Our study has some limitations. First, the sample size was small, which may have biased the results. Second, the current study focused on patients harboring the T790M EGFR mutation after first- or second-generation EGFR-TKI administration. Currently, osimertinib is frequently administered to patients with naive EGFR-TKIs. Therefore, our digital PCR technique should be examined as an exploratory investigation for a predictive marker of first-line osimertinib. Moreover, we defined a copy number of 0 (copies/µL) as the cut-off value for further investigation.

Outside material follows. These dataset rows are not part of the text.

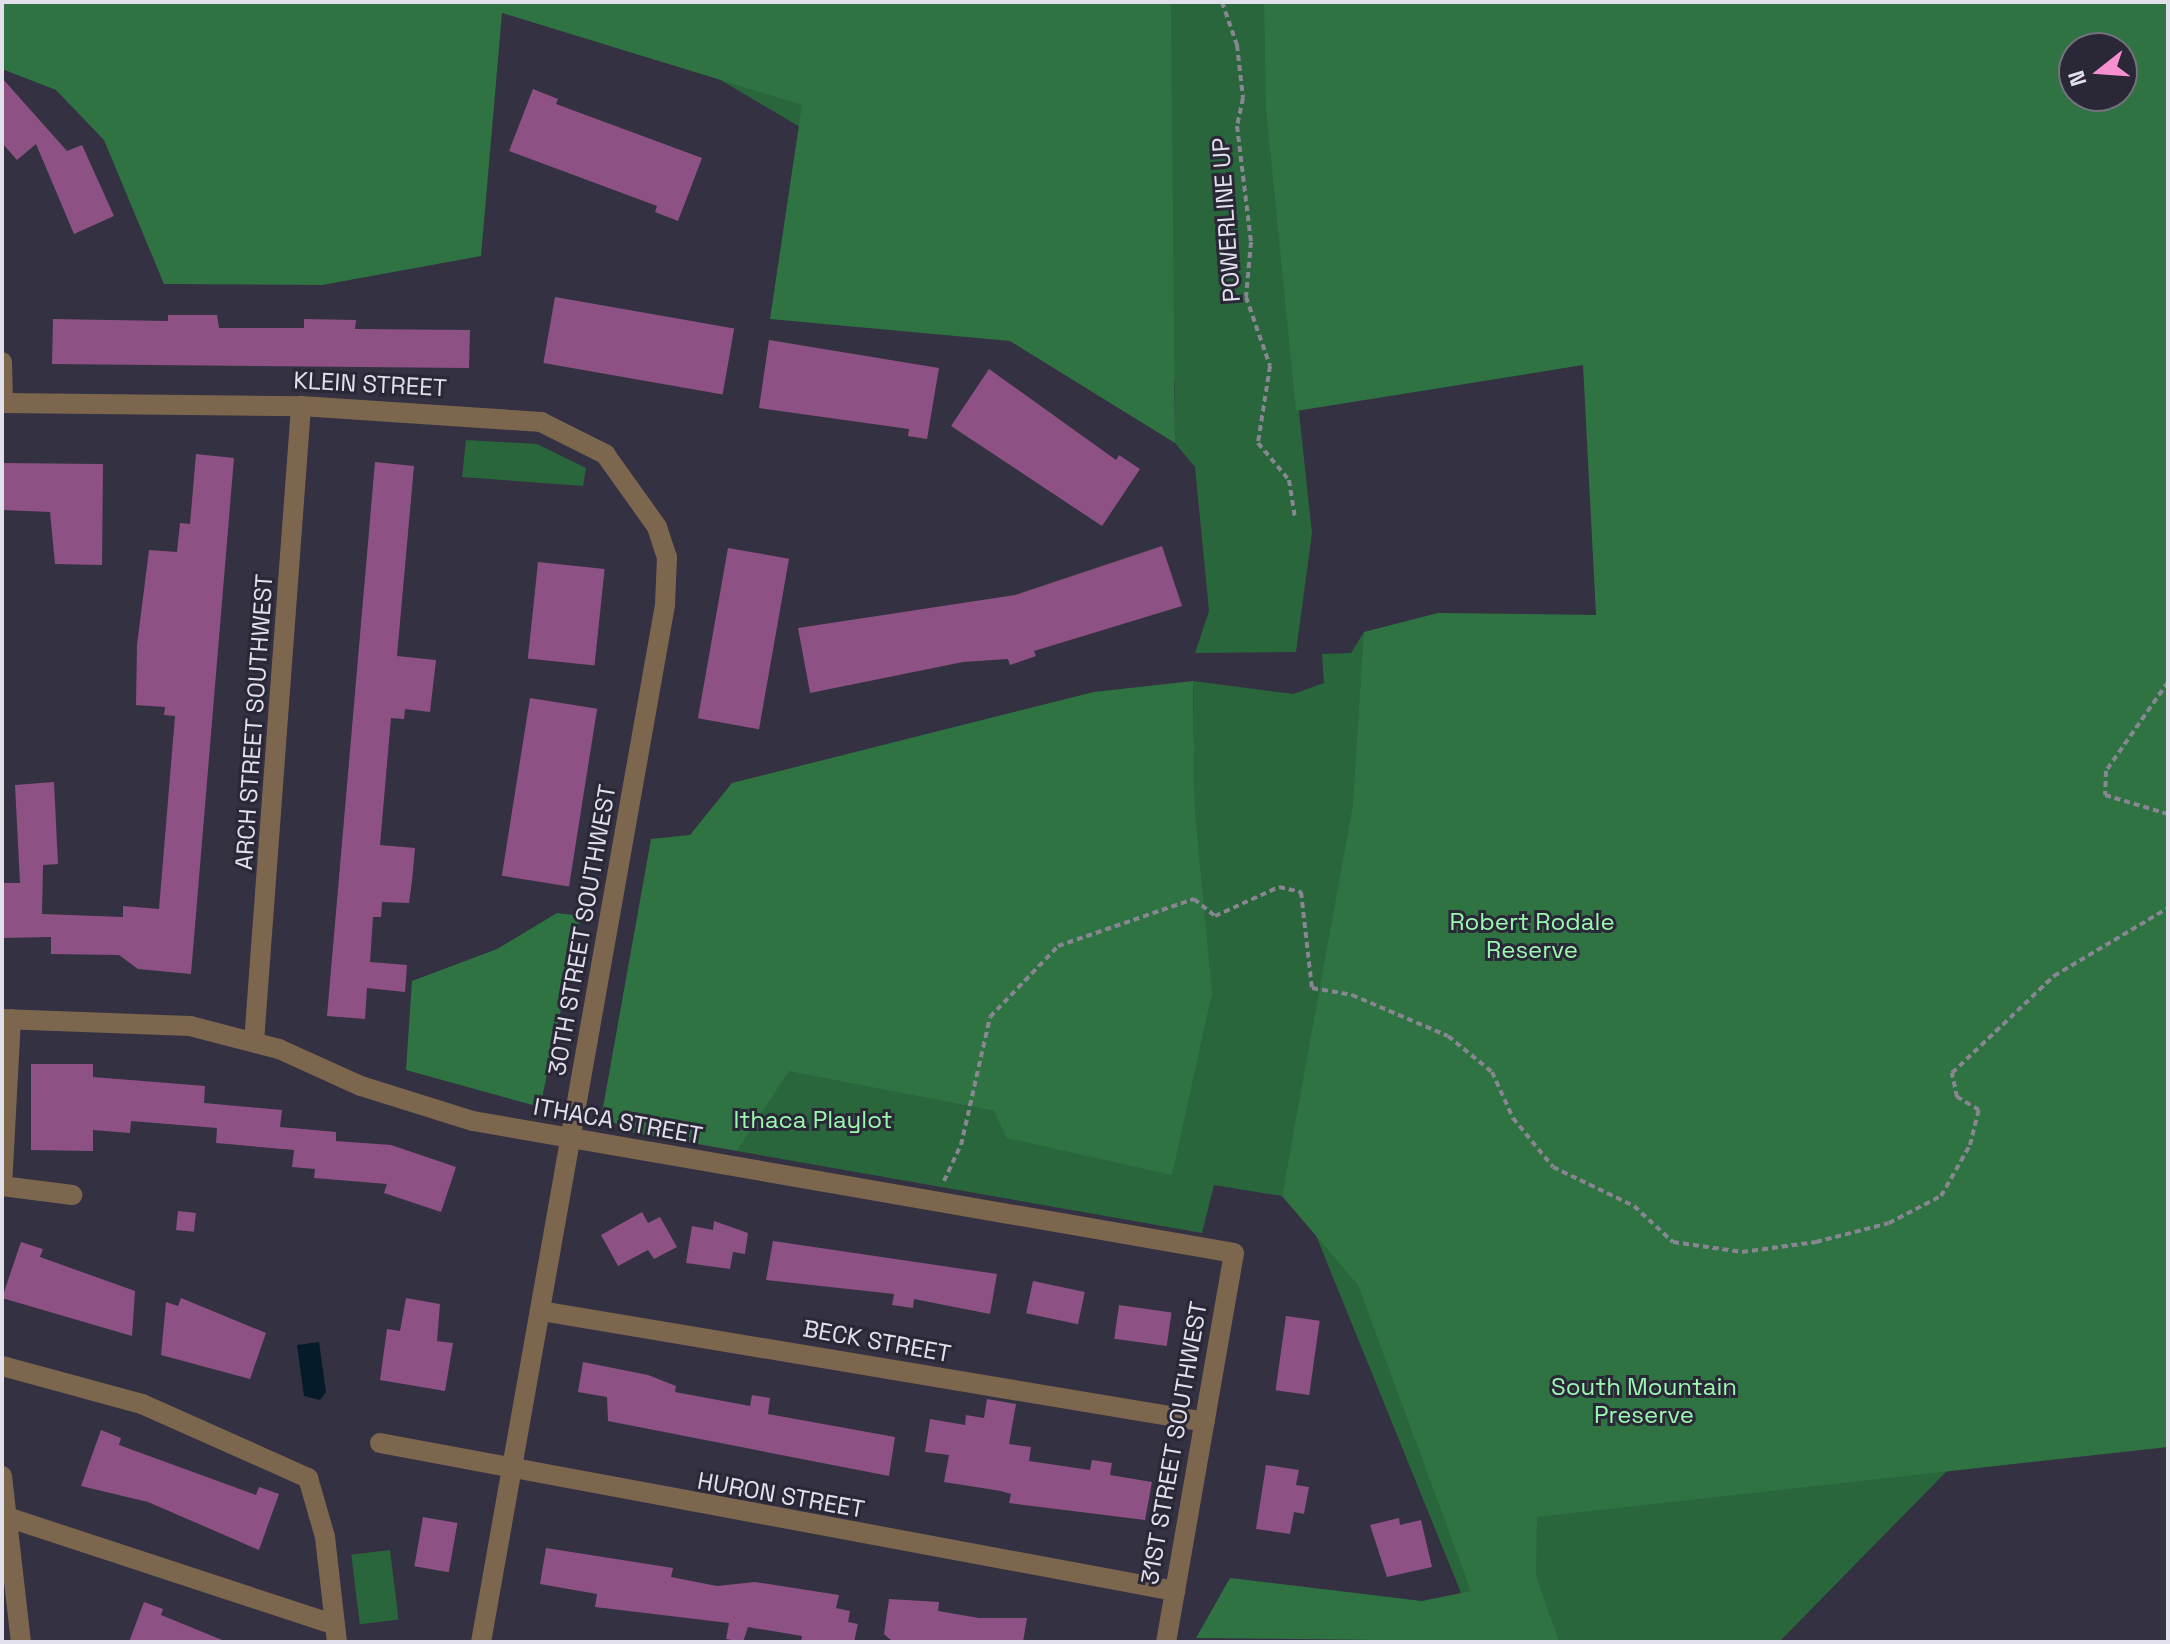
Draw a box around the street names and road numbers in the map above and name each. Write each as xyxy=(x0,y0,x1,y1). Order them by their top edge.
street label: POWERLINE UP xyxy=(1206,137,1246,303)
street label: KLEIN STREET xyxy=(293,366,447,402)
street label: ARCH STREET SOUTHWEST xyxy=(229,573,279,871)
street label: 30TH STREET SOUTHWEST xyxy=(542,782,622,1078)
street label: ITHACA STREET xyxy=(531,1092,705,1150)
street label: 31ST STREET SOUTHWEST xyxy=(1135,1299,1213,1587)
street label: BECK STREET xyxy=(801,1314,953,1368)
street label: HURON STREET xyxy=(695,1466,867,1524)

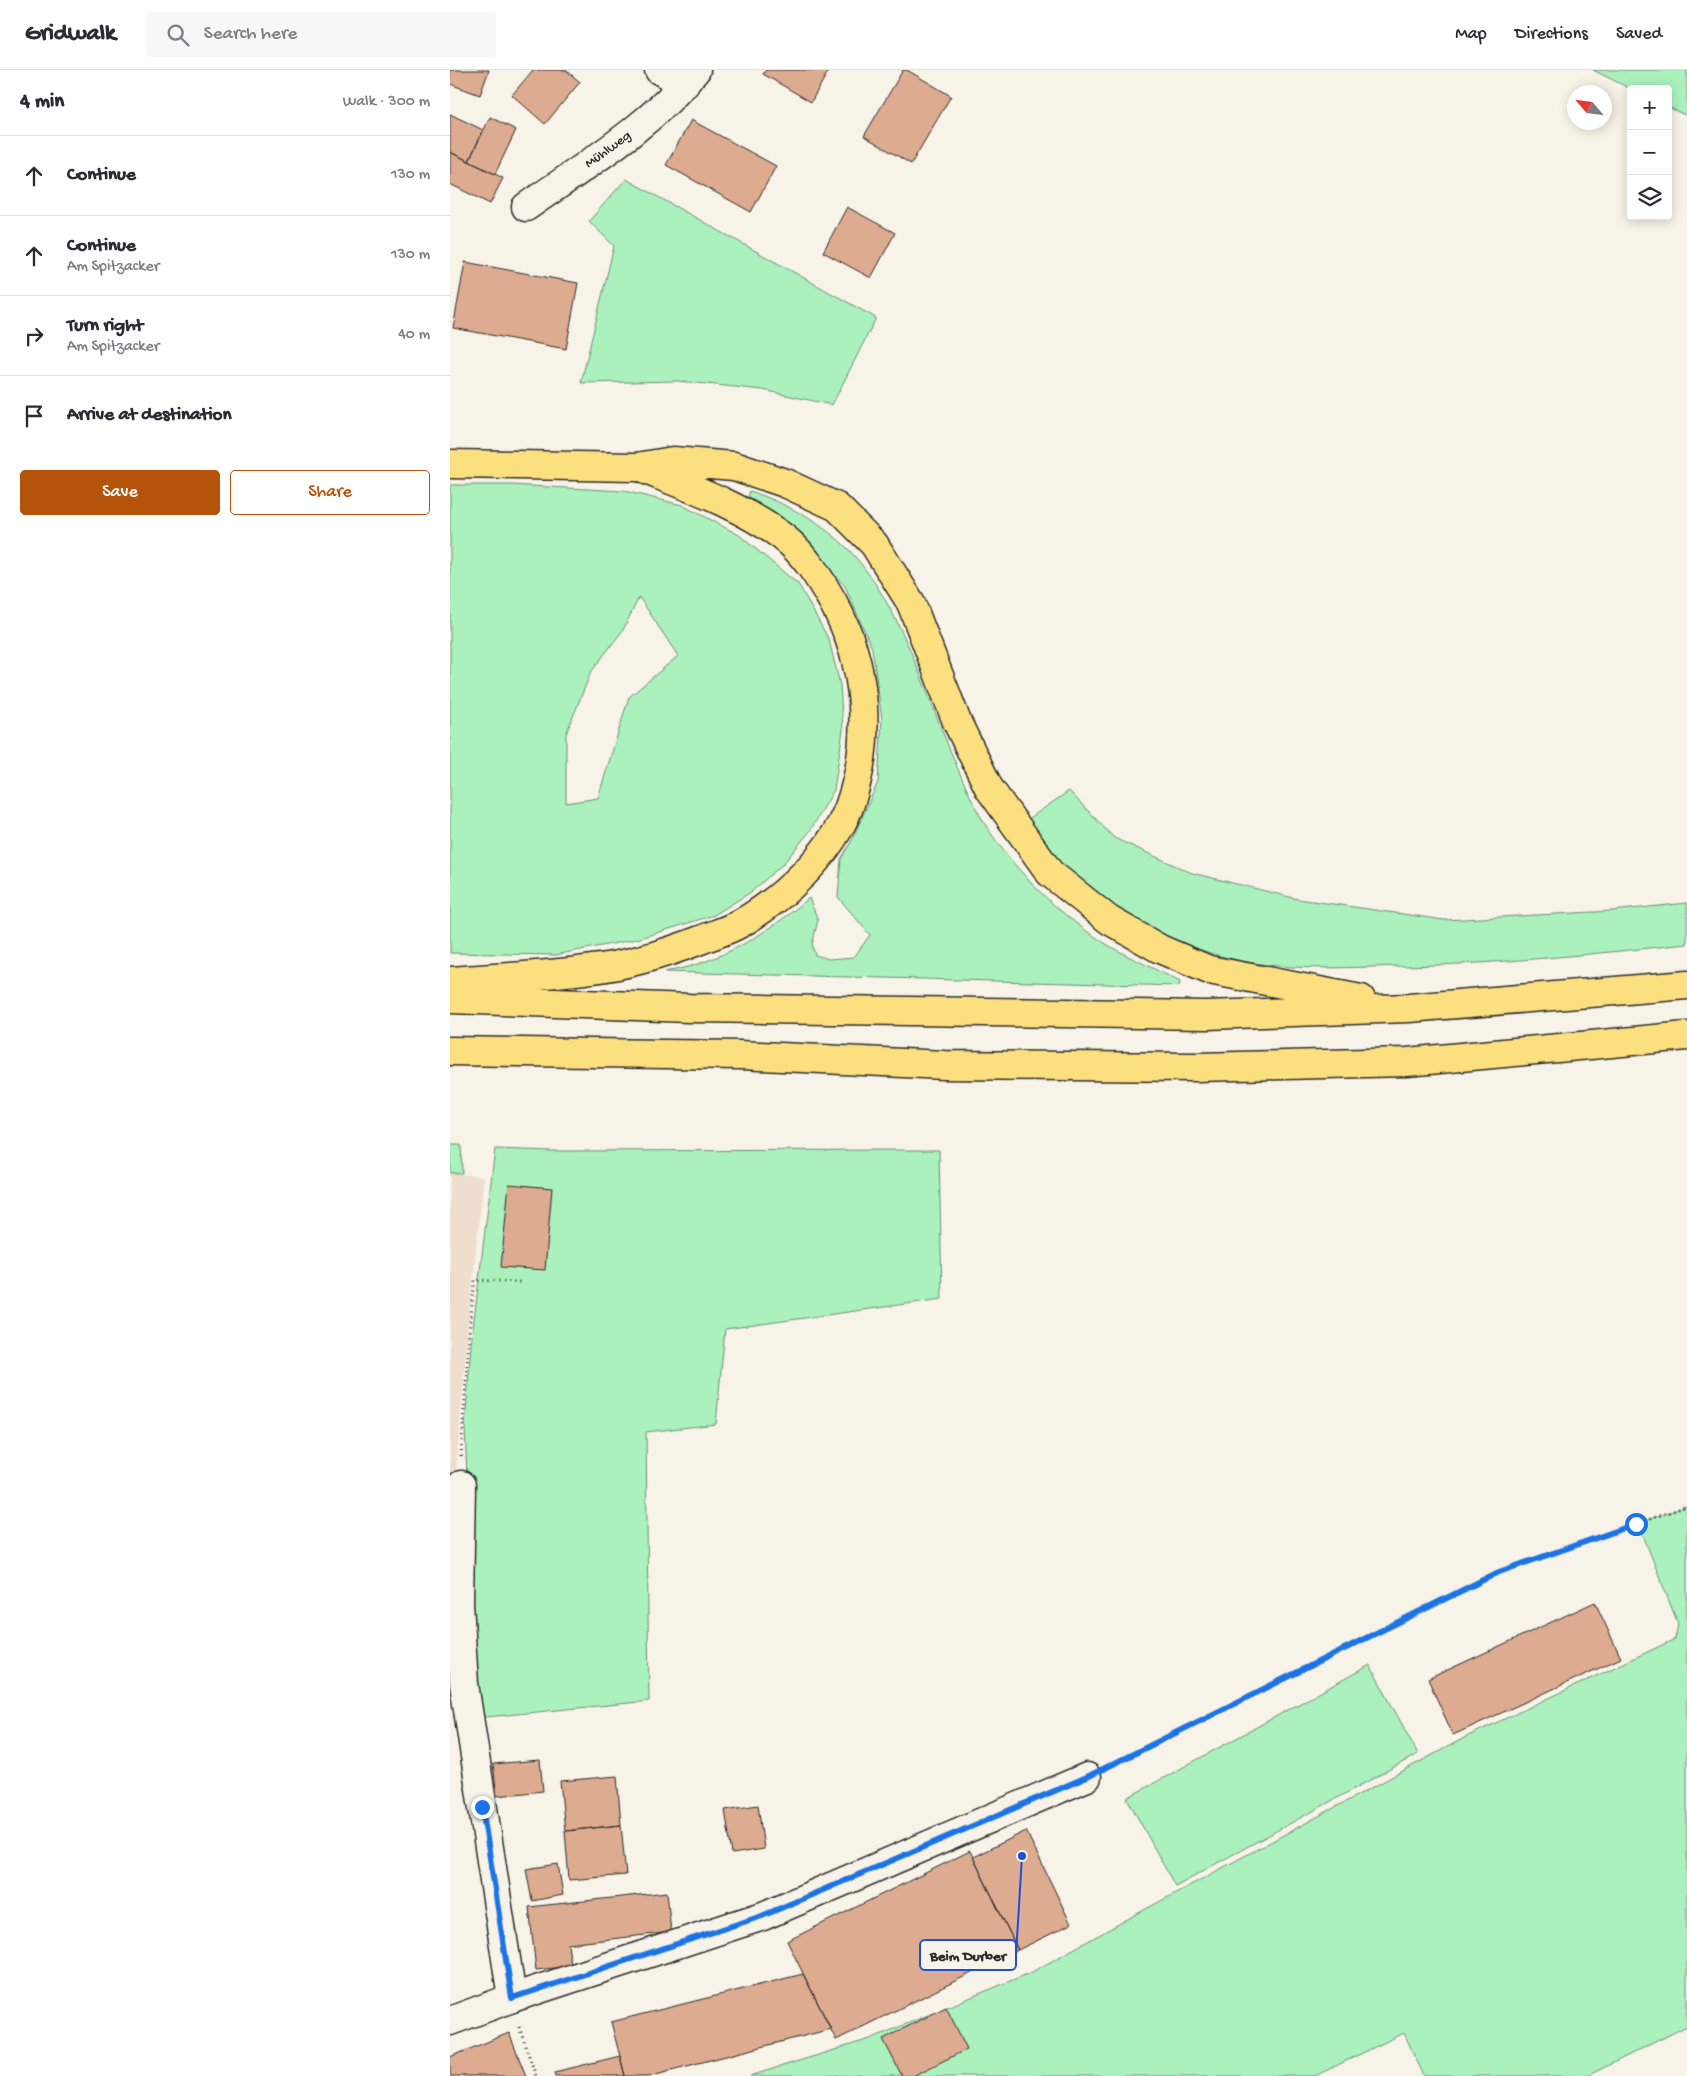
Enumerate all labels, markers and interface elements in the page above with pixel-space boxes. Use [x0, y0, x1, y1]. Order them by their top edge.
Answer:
search box [146, 12, 496, 57]
text: Gridwalk [25, 20, 116, 49]
icon: search [164, 21, 192, 49]
text: Search here [204, 23, 297, 46]
text: Map [1455, 24, 1487, 45]
text: Directions [1515, 24, 1588, 45]
text: Saved [1616, 24, 1662, 45]
north arrow [1567, 85, 1612, 130]
map controls [1627, 85, 1672, 220]
button: + [1627, 85, 1672, 130]
text: 4 min [20, 90, 64, 115]
text: Walk · 300 m [343, 93, 430, 112]
street label: Mühlweg [582, 127, 635, 172]
button: − [1627, 130, 1672, 175]
icon: ahead [20, 162, 48, 190]
text: Continue [67, 164, 136, 187]
text: 130 m [391, 166, 430, 185]
button: layers [1627, 175, 1672, 220]
text: Continue [67, 235, 136, 258]
icon: ahead [20, 242, 48, 270]
text: 130 m [391, 246, 430, 265]
text: Am Spitzacker [67, 258, 159, 277]
text: Turn right [67, 315, 143, 338]
icon: right [20, 322, 48, 350]
text: 40 m [398, 326, 430, 345]
text: Am Spitzacker [67, 338, 159, 357]
icon: arrive [20, 402, 48, 430]
text: Arrive at destination [67, 404, 231, 427]
button: Save [20, 470, 220, 515]
button: Share [230, 470, 430, 515]
route start [1625, 1513, 1648, 1536]
route end [471, 1796, 494, 1819]
callout: Beim Durber [920, 1940, 1016, 1970]
text: Beim Durber [929, 1948, 1008, 1966]

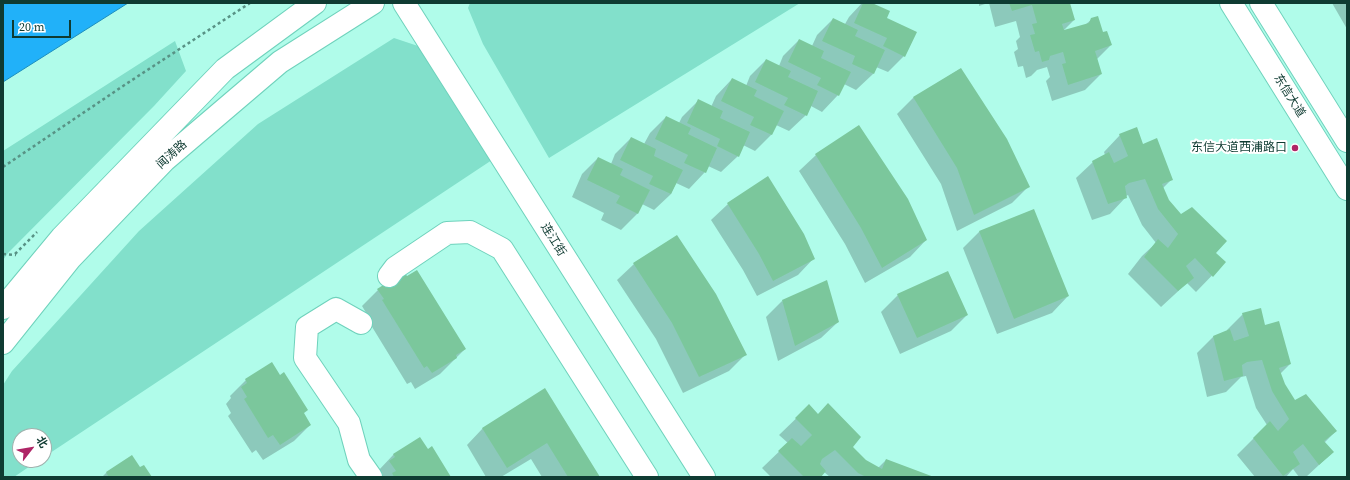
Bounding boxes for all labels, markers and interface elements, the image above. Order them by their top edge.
scale bar [14,12,73,38]
text: 20 m [19,19,45,35]
street label: 东信大道 [1270,72,1308,120]
street label: 闻涛路 [154,138,190,172]
place label: 东信大道西浦路口 [1191,141,1287,155]
marker: 东信大道西浦路口 [1290,143,1300,153]
street label: 连江街 [537,221,569,259]
north arrow [12,428,52,468]
text: 北 [33,433,51,451]

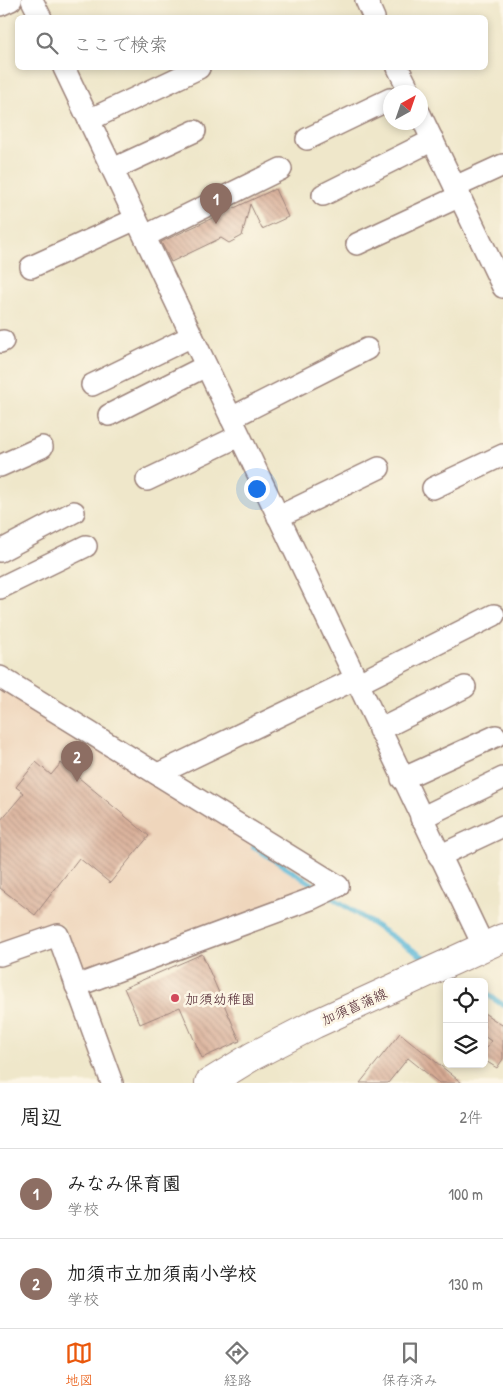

The cut-off values of copy number are different according to individual studies; therefore, it is uncertain whether an optimal cut-off value is determined by digital PCR. Finally, we were unable to investigate the mechanisms of resistance to osimertinib, except for C797S. Resistance mechanisms, such as the bypass signaling pathway, PTEN loss, MET amplification, MYC amplification, and small cell lung carcinoma transformation, have been described in previous reports [19–21]. Since resistance to osimertinib is closely associated with many tumor mutations, it is difficult to identify specific markers.
In conclusion, the detection of plasma T790M at PD after osimertinib treatment is identified as a significant predictor of worse outcomes after osimertinib administration. The detection of major EGFR mutations during pretreatment and PD also affects the outcome after treatment. Further investigation using a large-scale sample is warranted to confirm the results of our study.